[Start of section]

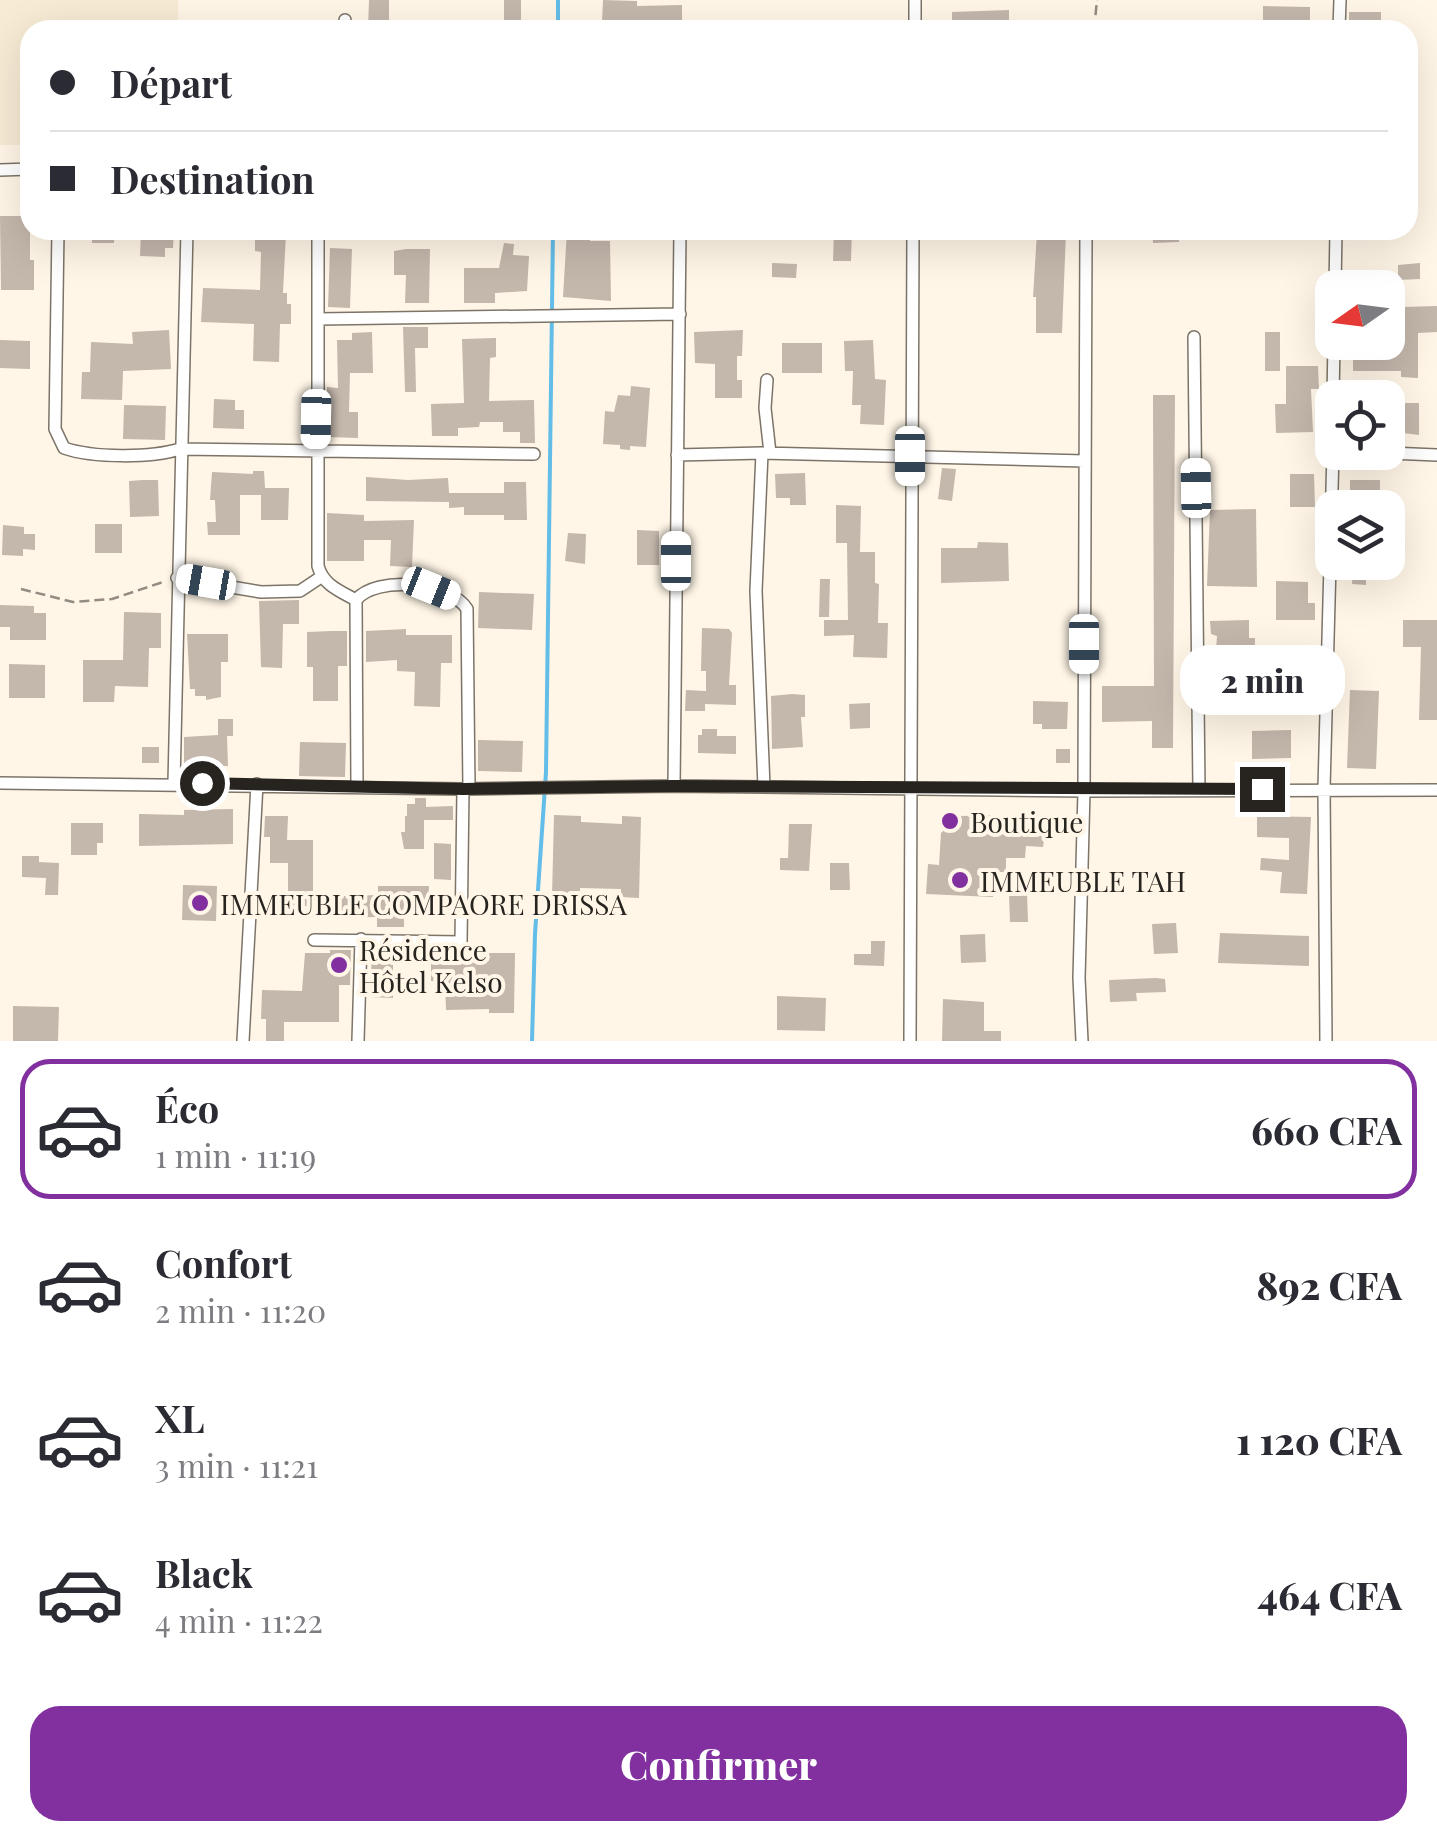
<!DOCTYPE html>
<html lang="fr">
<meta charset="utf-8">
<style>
:root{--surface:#fff;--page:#f2f2f3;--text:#2b2b33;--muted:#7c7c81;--line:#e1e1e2;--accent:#8230a0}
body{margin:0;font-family:"Playfair Display",serif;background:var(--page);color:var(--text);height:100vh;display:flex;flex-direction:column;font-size:38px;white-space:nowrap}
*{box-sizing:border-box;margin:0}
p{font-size:32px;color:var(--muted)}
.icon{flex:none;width:55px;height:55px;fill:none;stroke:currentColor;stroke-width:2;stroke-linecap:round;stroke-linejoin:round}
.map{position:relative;height:1041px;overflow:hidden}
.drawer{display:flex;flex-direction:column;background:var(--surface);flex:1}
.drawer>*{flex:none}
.top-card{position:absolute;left:20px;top:20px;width:1398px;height:220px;border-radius:30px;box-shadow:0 10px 40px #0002;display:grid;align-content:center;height:220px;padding:0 30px;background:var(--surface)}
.needle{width:65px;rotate:256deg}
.tools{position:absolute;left:1315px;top:270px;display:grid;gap:20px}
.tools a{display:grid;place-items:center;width:90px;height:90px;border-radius:20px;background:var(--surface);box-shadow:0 10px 40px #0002;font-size:50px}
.end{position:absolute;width:45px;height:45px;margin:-22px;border:12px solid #27241f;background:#fff;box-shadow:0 0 0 5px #fff}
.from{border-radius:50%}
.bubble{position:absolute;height:70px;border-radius:30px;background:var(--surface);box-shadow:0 10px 40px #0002;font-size:32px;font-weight:800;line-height:70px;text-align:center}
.car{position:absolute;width:30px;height:60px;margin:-30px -15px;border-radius:12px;box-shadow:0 0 8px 2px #0007;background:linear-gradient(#fff 24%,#345 0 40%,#fff 0 76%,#345 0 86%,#fff 0)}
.top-card b{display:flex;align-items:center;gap:35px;height:95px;font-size:38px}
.top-card b+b{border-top:2px solid var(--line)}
.top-card i{width:25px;height:25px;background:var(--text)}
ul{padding:18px 0 0;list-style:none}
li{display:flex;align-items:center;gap:30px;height:140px;margin:0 20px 15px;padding:0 10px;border:5px solid transparent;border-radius:30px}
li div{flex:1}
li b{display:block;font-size:38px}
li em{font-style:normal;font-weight:800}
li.on{border-color:var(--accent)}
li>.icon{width:90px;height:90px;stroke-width:1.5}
.primary-button{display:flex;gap:20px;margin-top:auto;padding:20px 30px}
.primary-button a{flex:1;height:115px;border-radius:30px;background:var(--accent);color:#fff;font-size:40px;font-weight:800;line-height:115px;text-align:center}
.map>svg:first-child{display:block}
</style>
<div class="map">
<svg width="1437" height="1041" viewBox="0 0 1437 1041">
<rect width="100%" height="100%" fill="#fff6e7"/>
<!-- built -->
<path fill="#f8ebd5" d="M0 0H178V30H30V145H0Z"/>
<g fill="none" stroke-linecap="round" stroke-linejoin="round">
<!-- stream -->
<path stroke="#63bde9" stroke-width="4" d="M558 30V0
M532 1041 535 934 546 772 553 230"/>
</g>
<!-- building -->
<path fill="#c4b7ac" d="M369 0H389V30H368Z
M504 0H521V22H504Z
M603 0 637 1V6L682 5V23L602 22Z
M1263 6 1310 7V30H1263Z
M1009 10V30H952V12Z
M1349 12H1381V30H1349Z
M0 216H30V260H34V290H1Z
M92 230H115L114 243H92Z
M141 230H174L173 248H165V257L140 256Z
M255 230 286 233 283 293H287V304H291V324H280L279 362 253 361 254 324 201 322 203 288 260 290 261 252 255 251Z
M567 230H590V241H610L611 301 563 297Z
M834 230H852L851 261H833Z
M1152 230H1179V242L1153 243Z
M1037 232H1066L1062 333H1036V297H1033Z
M504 243 514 244 513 255 529 256 527 291 495 293V303H464V268H499Z
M330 248 352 249 350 308 328 307Z
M406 249H430L429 303H405L406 275H394V251Z
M772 263 797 264 796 278 772 277Z
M1420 263V279L1398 280V265Z
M1389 302 1402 303V307L1437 306V332L1418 333V378L1401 377V371H1353V347L1388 346Z
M403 327H428V348H415L416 392H405Z
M169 330 171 369 123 371 122 400 81 399 82 372H90L91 342 133 344 132 332Z
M743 330 742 356H737V380H742V398H715V364L695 363 694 332Z
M372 332 373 373H350L349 412H358V438L327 437V387L338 388 337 340H352V333Z
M1265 332H1280V371H1265Z
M496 338V357L490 358 489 401 534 400 535 443H520V432H503V422H480L479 427 458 428V436H432L431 404 464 403 462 339Z
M0 340 30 341V369L0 368Z
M873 340 875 379 886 380 884 425 860 424 861 405H852L853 371H845L844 341Z
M782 343H822V373H782Z
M1286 366H1318L1319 389H1311L1313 432 1276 433 1275 404H1286Z
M631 386 650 388 646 447 630 446V450L620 449V445L603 444 605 411 614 412 618 395 630 396Z
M1153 395H1175L1173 748H1152V721L1102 722V686H1154Z
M214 399 235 400V410H244V429L213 428Z
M1388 403H1419V435L1388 431Z
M124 405 166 406 165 440 123 439Z
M942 468 956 469 952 501 938 499Z
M253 471H264L265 488H289L288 520H261V495H240V535H208L207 522H216L215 500H210L212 472 253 474Z
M805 473 806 505H790V498H776L775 474Z
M1290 474H1314L1315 507H1290Z
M366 477 408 480 448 478 449 493H504V482H526L527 520H504V515H464V507L449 508V502L366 501Z
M143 480H158L159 516 130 517 129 481Z
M1350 480H1380V499H1375V508H1350Z
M836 505 861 506 860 552H875V583L879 584 878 623H888L887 658 853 657 854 635 824 636V620H848L847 543H836Z
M1256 509 1257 587 1207 586 1210 510Z
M327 513 364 515V521L414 520 412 567 390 566 391 540H364V561H327Z
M1388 520H1400L1398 561 1388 562Z
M95 524H122V553H95Z
M3 525 24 527V534H35V550L23 549V556L2 555Z
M637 530 659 531V565H637Z
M568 533 586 534 585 564 565 561Z
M978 542 1008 543 1009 581 941 583V548H977Z
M1356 562H1387V579H1366V585L1352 584 1353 567H1356Z
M820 579H830L829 617H819Z
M1276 581 1308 582V603H1315V620H1276Z
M479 592 534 594 532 630 478 628Z
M299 600V624H283L282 668 261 667 259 601Z
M0 605 34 606V613H46V640H10V627H0Z
M124 612 161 613V648H149L148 687 115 686 114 702H83V660H123Z
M1249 620V638H1255V652L1216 650 1217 636 1211 634 1210 621Z
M1403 620H1437V720H1419L1421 647H1403Z
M702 628 729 629 732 633 729 685H736V705L705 704V711H685L686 690 706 691V671H701Z
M406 629V635H452V663H441L440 707 414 706 415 672 397 671V660L366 662V631Z
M332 631H347V666H338V701H313V667H307V632Z
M187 634H228V662H221V697L206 700V696H195V689H190Z
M9 664 45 665V698H9Z
M1350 690 1379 691 1376 769 1347 768Z
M792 694 805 695V717H801L803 747 772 749 771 696Z
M1033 701 1068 702 1067 729H1042V724H1033Z
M870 703V728L850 729 849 704Z
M218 719H233V736H227L228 766 184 767V737L218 735Z
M702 729H717V736H736V754L698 753V735H702Z
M1291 730V758L1252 759V731Z
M478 740 523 741 522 772 478 771Z
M300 742 346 743 345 777 299 776Z
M142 747H159V763H142Z
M1056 749H1070V763H1056Z
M415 798H426V807L453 806V820H424V849H404L401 832H405V816H407V804H415Z
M233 809V844L139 846V814L184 815V810Z
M554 815 581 816V822L622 824V816L641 817 639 898 621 897V889L580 888V896H552Z
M1004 815 1050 818 1053 835H1049V840H1044L1043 847 1026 846 1025 858H1006V872H994L993 897 926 894 928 864 939 865 941 833 959 816Z
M265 816H288L287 840H313V897L378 895V886H429L428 909 404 908V927H377V917L323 918V906H288V863H270V837H264Z
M1257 816 1311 817 1307 894 1280 893 1282 872 1260 870 1261 858 1289 860V838L1257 837Z
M71 823H103V843H97V855H71Z
M789 824H812L809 871 780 870V858H788Z
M434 843 451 844V880L434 879Z
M22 856H39V862L59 863 58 895H45L46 878 22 877Z
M830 863H849L850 890H830Z
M183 885 217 886 216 921 182 920Z
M1027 893 1028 922H1010L1009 894Z
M1176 923 1178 953 1154 954 1152 924Z
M1220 933 1309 936V966L1218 963Z
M985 934 986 962 961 963 960 935Z
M871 941H885L884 966 854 965V954H871Z
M330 950H351L350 985H339V1022H284V1041H266V1019H261L262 990 302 991 305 953H330Z
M372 952H393V998L370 997Z
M489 953H515L514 1013H489V1009L446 1010 445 981H431V961H489Z
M1156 978 1165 979 1166 992 1136 993 1137 1001 1110 1002 1109 980Z
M777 996 826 998 825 1031 777 1030Z
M943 999 984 1002V1031H1001V1041H942Z
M13 1006 59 1007 58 1041H13Z"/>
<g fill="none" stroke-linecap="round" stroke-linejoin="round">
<defs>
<path id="street" d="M345 30V20
M915 30V0
M1339 30 1340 0
M0 170 30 169
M58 230 55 429 64 448C93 458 151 458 180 449L534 454
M318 230V566C323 585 340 591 356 600
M1335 288 1336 230
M318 319 680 314
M1194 337 1199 790
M767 380 765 408 770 453
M1333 398 1334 342
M1366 452 1437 455
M762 453 756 591 764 787
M677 455 762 453 1085 461
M177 578 261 592 300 591 321 577
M0 783 463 789 674 786 1084 791 1437 790
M174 783 187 230
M357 786 356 600C376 575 450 582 467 609L469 789
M674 786 680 230
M314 940 461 942 463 789
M243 1041 257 784
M358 1041 361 939
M910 1041 913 230
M1082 1041 1079 978 1084 791 1086 230
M1326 1041 1324 788 1333 452"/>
</defs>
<!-- street casing -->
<use href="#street" stroke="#7c7468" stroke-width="14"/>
<!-- path -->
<path stroke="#928c82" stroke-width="2.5" stroke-dasharray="10 5" stroke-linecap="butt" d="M1094 30 1097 0
M21 589 73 602 112 599 166 581"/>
<!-- street -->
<use href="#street" stroke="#fff" stroke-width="11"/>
</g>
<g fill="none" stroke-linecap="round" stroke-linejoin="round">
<!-- route -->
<path stroke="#27241f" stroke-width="12" d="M202 783 463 789 674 786 1262 789"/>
</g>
<!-- markers -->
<g fill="#8230a0" stroke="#fff6e7" stroke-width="4">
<circle cx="950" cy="821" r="10"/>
<circle cx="960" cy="880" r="10"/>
<circle cx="200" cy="903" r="10"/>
<circle cx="339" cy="965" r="10"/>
</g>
<g text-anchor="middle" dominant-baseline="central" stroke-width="8" stroke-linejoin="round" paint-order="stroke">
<!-- poi labels -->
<g font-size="28" fill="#27241f" stroke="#fff6e7" text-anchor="start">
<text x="970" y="821">Boutique</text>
<text x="980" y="880">IMMEUBLE TAH</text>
<text x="220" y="903">IMMEUBLE COMPAORE DRISSA</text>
<text x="359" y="949">Résidence<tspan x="359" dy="32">Hôtel Kelso</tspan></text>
</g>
</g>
</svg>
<div class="tools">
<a><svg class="needle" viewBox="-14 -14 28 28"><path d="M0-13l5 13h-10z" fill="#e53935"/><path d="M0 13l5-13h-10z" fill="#7c7c81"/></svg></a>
<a><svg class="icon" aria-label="locate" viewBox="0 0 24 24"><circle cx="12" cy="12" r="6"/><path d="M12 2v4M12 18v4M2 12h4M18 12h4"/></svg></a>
<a><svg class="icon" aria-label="layers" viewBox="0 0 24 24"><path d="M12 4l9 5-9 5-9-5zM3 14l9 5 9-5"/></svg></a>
</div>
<i class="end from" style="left:202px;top:783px"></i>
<i class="end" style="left:1262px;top:789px"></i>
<div class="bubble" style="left:1180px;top:645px;width:165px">2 min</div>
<i class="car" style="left:316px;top:419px;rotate:181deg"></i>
<i class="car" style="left:910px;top:456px;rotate:180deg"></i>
<i class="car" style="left:1196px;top:488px;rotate:359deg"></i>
<i class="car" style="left:676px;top:561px;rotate:0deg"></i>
<i class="car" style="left:206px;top:582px;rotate:280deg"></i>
<i class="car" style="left:431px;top:588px;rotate:112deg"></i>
<i class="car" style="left:1084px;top:644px;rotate:180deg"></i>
<div class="top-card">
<b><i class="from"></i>Départ</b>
<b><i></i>Destination</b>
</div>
</div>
<section class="drawer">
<ul>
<li class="on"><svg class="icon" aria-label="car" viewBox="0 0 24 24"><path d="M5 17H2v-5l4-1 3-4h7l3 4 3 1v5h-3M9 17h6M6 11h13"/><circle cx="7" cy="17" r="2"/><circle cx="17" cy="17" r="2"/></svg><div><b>Éco</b><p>1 min · 11:19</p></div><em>660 CFA</em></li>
<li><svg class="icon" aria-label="car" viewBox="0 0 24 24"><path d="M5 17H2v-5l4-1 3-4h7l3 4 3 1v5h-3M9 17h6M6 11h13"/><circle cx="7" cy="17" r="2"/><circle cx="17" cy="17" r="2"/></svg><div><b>Confort</b><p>2 min · 11:20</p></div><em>892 CFA</em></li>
<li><svg class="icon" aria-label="car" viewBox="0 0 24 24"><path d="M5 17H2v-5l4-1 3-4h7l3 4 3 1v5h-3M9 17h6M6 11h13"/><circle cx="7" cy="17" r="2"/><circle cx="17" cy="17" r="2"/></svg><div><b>XL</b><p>3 min · 11:21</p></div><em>1 120 CFA</em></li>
<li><svg class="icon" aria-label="car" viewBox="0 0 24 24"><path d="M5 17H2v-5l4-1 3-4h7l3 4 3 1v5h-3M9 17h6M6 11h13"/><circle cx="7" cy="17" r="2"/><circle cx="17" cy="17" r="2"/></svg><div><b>Black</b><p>4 min · 11:22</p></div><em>464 CFA</em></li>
</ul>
<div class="primary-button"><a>Confirmer</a></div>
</section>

[End of section]

** TASK OBJECTIVE **
Count how many lines in the listing above hold "column". Supply only that number.

** TASK SOLUTION **
2